TAT takes a gamble promoting Phuket Model
Thailand has to risk reopening borders to tourists with a pilot project in October acting as a decisive point for the inbound market in the upcoming high season, according to the Tourism Authority of Thailand (TAT).
"There is a risk in the new tourism model, but if we don't open there is a bigger risk for the economy," said TAT governor Yuthasak Supasorn.
If the first international tourists to Phuket complete their trips without local transmissions, Thailand will be ready to seize the long-stay market seeking a warmer climate during the winter months.
Thailand has an advantage in that its healthcare system has a glowing reputation.
Mr Yuthasak said tour agents in Europe have started to ask when they can sell tour packages to Thailand again.

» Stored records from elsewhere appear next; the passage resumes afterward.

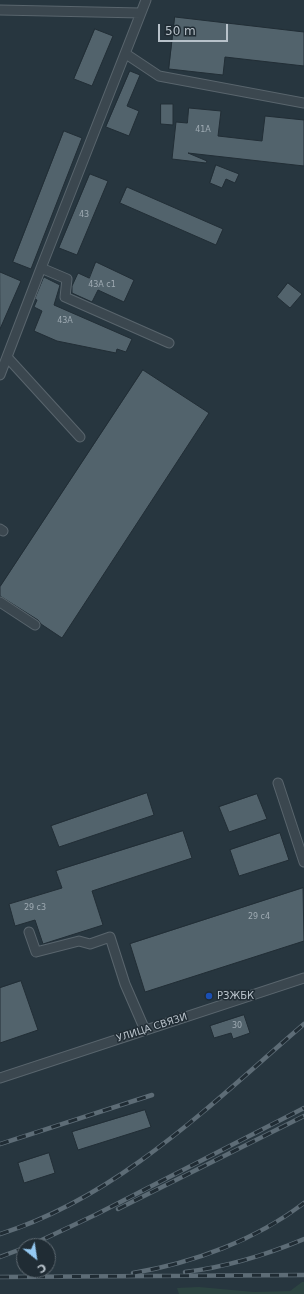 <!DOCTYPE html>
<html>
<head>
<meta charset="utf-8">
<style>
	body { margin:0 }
	#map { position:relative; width:304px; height:1294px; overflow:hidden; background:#27363f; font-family:"DejaVu Sans",sans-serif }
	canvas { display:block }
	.north { position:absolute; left:16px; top:1238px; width:40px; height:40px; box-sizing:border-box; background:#202c34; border:1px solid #5d6870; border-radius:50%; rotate:150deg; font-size:11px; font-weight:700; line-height:16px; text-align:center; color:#b8c2ca }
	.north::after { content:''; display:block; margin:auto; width:14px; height:18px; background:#94c9f2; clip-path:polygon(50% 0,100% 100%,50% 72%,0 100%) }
	.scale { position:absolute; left:158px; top:24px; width:70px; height:18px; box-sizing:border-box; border:2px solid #b8c2ca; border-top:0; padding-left:5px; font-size:12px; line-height:14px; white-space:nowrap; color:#b8c2ca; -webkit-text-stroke:3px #202c34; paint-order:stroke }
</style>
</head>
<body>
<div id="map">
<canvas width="304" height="1294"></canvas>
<div class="north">С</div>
<div class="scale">50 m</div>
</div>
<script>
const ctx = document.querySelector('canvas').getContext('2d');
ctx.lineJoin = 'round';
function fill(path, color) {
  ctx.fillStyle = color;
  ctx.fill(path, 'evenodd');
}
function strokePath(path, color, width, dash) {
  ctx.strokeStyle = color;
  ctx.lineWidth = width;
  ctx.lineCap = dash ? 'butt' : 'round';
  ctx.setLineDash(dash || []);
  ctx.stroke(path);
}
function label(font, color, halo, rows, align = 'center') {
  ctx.font = font + ' "DejaVu Sans",sans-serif';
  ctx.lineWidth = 3;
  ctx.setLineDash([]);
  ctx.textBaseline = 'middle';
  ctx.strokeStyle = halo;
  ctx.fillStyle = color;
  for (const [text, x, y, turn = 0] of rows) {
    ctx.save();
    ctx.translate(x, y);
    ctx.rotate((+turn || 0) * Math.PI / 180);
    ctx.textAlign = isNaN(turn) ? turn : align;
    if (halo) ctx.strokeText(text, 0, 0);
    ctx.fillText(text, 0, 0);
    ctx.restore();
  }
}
fill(new Path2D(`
	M302,1282H304V1294H179L177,1288L199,1287L254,1292L290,1291Z`), '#2c4441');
const building = new Path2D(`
	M175,17L304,32V66L225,57L223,75L169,69Z
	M95,29L113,36L92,86L74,79Z
	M130,71L140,75L127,106L139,111L129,136L106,127Z
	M161,104H173V125L161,124Z
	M189,108L221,111L218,136L262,141L265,116L304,120V166L188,153L207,161L206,163L172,159L176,122L187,123Z
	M64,131L82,138L31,269L13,262Z
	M216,165L239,174L235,183L226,179L222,188L210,183Z
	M90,174L108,181L77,255L59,248Z
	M127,187L223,229L216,245L120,203Z
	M96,262L134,280L124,302L98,290L92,302L72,293V286L78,273L89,278Z
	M0,272L21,281L0,329Z
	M44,277L60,285L54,305L132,339L126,352L117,349L116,353L57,341L34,331L42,311L34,307L37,300L35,299Z
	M288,283L302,294L290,308L277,297Z
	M143,370L209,413L62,638L41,624L38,620L0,596V587Z
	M147,793L154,815L59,847L51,826Z
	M257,794L267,819L229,832L219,807Z
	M183,831L192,858L92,891L103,925L43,944L35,920L15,926L9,904L62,888L56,871Z
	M280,833L289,860L239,876L230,850Z
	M303,888L304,941L145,992L130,944Z
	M21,981L38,1030L0,1043V988Z
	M244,1015L250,1033L233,1039L231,1033L214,1038L210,1026Z
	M145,1110L151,1127L78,1150L72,1132Z
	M49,1153L55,1173L24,1183L18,1163Z`);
fill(building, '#52636c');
strokePath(building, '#222e36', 1);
const minor = new Path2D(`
	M146,0L41,268L67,279L65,297L169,343
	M0,10L141,13
	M126,54L159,76L304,103
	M7,357L80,437
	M0,375L41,268
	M0,529L3,531
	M0,602L35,625
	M278,783L304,862
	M29,932L36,952L79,941L90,944L110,937L125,984L145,1030
	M0,1078L304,978`);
strokePath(minor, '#59656d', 11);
strokePath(minor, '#3b474f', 9);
const rail = new Path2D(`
	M0,1144L152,1095
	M118,1209L304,1116
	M0,1234C120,1196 211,1104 304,1024
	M29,1246L95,1215L304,1108
	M0,1257L24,1248
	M185,1272C226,1267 266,1255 304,1239
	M133,1273C193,1263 256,1240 304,1203
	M0,1277L304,1275`);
strokePath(rail, '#5d6c76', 4.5);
strokePath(rail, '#202c34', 3, [9]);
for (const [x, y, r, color] of [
	[209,996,4,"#1a4fb4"]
]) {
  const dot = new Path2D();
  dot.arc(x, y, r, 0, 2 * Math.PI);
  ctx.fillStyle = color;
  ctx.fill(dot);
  strokePath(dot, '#202c34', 1.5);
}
label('8px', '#9eaab2', null, [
	["41А",203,130],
	["43",84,215],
	["43А с1",102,285],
	["43А",65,321],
	["29 с3",35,908],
	["29 с4",259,917],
	["30",237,1026]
]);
label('10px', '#b8c2ca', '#202c34', [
	["РЗЖБК",217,996]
], 'left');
label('10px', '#b8c2ca', '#202c34', [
	["УЛИЦА СВЯЗИ",152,1028,-18]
]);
</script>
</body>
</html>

Inbound flights during the early trial period will likely be chartered services only, as tourists are required to register with the Foreign Ministry and pass many procedures before entry.
Mr Yuthasak said each guest may spend a minimum of 30 days in Thailand to make a worthwhile trip, since 14 days must be spent in quarantine.
TAT staff on Friday inspected the supply side in Phuket, particularly the capacity of its healthcare services, and discussed conditions with hotels that are ready to be included in the sealed area for tourists.
The Tourism and Sports Ministry's Phuket Model will be the first location to try the new Safe and Sealed plan, whereby a group of alternative state quarantine (ASQ) hotels can jointly provide a restricted one-kilometre space for guests over two weeks.
There are strict measures, such as performing several swab tests before travel, on arrival, after the 14-day quarantine and before departing Phuket.
Mr Yuthasak said the target can be either Asian and European guests from six-hour-flight origins or nations that don't impose travel restrictions on their citizens.
Another priority for the TAT is to look for demand from international tourists and match them with their destination.
"Starting with the Phuket Model, this tourism stimulus plan will expand and reflect in GDP when attracting more international tourists during high-season months," Mr Yuthasak said.
The agency hopes the plan can help fix the quantity-versus-quality issue of tourist destinations by encouraging worn-down areas to rejuvenate.
As for domestic travel, if 5 million room nights under the stimulus campaign are not redeemed by the end of October, there's an opportunity to extend the deadline.